Mills recently made a video of herself walking through the empty sanctuary and reflecting on a year of realization that God is everywhere — in people’s homes and “even over Zoom” — but sacred spaces remain vital.
“So this space is about to reopen,” she said. “On Easter Sunday we are going to be masked and distanced ... but we’re going to gather and we’re going to sing, ‘Christ the Lord is risen today, Alleluia, Alleluia.’ We’re going to let the ‘Alleluia’ ring off of these walls.”
At St. Barnabas Lutheran Church in the Chicago suburb of Cary, attendance inside will be limited to 50, but there also will be an outdoor service.
The Rev.
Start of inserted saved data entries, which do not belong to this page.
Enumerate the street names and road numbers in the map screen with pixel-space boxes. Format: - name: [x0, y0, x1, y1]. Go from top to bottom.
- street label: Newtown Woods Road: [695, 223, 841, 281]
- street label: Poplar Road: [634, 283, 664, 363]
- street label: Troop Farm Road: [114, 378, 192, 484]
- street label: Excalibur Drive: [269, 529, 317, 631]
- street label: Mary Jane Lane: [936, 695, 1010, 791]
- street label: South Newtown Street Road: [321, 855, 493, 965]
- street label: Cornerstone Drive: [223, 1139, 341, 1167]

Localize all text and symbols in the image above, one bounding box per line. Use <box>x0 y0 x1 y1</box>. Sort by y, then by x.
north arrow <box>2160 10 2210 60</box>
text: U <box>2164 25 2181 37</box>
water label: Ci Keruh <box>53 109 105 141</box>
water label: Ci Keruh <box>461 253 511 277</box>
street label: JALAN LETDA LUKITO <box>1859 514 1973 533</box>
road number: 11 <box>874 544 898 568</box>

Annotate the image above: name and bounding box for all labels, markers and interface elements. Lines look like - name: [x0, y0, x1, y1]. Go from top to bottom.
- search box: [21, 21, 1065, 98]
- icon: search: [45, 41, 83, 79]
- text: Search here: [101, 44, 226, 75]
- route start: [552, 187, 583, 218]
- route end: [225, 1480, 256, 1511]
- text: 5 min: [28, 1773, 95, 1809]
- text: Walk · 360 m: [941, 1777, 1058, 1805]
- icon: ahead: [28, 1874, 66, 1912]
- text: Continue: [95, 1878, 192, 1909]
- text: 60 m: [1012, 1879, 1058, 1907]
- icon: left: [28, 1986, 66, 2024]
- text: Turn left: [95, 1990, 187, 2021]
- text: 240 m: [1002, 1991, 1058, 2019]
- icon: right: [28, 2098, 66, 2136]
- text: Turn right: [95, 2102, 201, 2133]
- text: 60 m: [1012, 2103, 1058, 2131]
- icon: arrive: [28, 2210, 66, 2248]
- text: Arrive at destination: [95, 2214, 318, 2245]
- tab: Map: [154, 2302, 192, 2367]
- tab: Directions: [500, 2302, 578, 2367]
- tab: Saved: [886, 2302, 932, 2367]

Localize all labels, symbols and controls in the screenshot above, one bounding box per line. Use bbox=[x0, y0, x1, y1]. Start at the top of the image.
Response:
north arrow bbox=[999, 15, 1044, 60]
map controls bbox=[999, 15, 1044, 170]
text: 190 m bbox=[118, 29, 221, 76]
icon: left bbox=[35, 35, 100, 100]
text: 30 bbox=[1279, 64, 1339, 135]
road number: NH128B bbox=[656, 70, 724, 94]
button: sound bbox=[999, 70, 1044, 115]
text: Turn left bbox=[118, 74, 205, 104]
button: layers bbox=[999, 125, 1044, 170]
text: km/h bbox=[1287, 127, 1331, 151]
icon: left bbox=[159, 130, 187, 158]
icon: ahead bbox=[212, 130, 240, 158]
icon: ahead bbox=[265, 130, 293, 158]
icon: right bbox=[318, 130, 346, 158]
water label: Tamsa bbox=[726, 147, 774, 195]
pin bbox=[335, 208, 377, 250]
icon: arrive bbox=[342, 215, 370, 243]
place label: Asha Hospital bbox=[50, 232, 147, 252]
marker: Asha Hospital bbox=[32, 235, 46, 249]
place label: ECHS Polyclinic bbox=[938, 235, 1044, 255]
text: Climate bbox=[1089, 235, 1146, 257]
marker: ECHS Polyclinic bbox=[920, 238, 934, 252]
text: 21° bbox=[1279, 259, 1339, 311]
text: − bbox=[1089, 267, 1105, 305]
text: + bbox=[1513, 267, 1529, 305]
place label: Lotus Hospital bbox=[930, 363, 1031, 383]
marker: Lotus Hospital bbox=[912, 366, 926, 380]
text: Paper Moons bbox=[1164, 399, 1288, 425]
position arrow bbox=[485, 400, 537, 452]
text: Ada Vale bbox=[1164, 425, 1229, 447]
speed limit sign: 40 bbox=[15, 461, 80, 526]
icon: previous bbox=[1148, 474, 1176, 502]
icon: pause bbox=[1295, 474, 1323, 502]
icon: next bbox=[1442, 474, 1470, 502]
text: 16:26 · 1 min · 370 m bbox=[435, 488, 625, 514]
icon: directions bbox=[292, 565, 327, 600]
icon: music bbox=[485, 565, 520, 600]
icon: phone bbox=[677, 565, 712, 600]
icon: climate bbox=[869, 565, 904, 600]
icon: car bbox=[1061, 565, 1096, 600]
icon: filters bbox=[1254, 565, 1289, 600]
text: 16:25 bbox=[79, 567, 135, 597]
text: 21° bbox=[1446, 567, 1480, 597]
Sarah Wilson said that during the past year, the congregation has endured “fear, exhaustion, change, confusion, irritation, disappointment, doubt.”
But “now that more of us are getting vaccinated, we’re also experiencing some hope,” she said via email. “Each time a parishioner tells me they’ve gotten a shot, I’m so happy.”
Similarly, the Rev. Bob Stec of Saint Ambrose Catholic Church in Brunswick, Ohio, said his parish’s theme for this Easter is “Alive in Christ,”
“Across our world we have all experienced a year of dying,” he said. “After a difficult and challenging year, we are ready to walk into a future full of hope.”
Father Thibault, the pastor in North Attleboro, is among those who think the last year has made a difference. “The pandemic has strengthened and transfigured faith. We were once three separate parishes and now we are indeed one: Transfiguration of the Lord Parish,” he said.
Thibault said earlier this week that the reaction of parishioners for the Easter Triduum, which began on Holy Thursday and will culminate on Easter, and its mix of indoor, outdoor and streaming services, will be interesting. “Our Sunday schedule will remain the same and everything will be live streamed at all locations. I just purchased a third iPad to have for Sacred Heart,” he said.
Pastor Meunier in Plainville says his congregation’s support has remained steady, but he doesn’t foresee a windfall from this Sunday.
“From my experience here at the church for the last 21 years, even though we have a larger group at Easter, we don’t typically have a larger offering,” he said. “Yet, God has always met our needs. I believe that if you take care of the Lord’s business, the gospel of Jesus Christ, He takes care of the finances.”
At sunrise on Sunday, members of the Attleboro Area Interfaith Collaborative will host a service at 6 a.m, under the Newell Shelter at Capron Park on County Street.
Taryn Degon, president of AAIC, will lead the service along with the Rev. Bert Coté, AAIC chaplain.
“We are hoping to get 50 people,” Coté says. “It depends on a lot of things,” he said, including he weather. “The reality is it’s at 6 a.m.”
While the collaborative’s mission is not to advance any particular doctrine, the sunrise Easter service has become a tradition.
“Other churches are opening up for live services and they’re all trying to maintain social distancing. It will be interesting to see how this compares to last year,” when the group made a video of the virtual service to go online.
This year, Coté said, “Things are heading in right direction. We are pretty comfortable going forward with it.”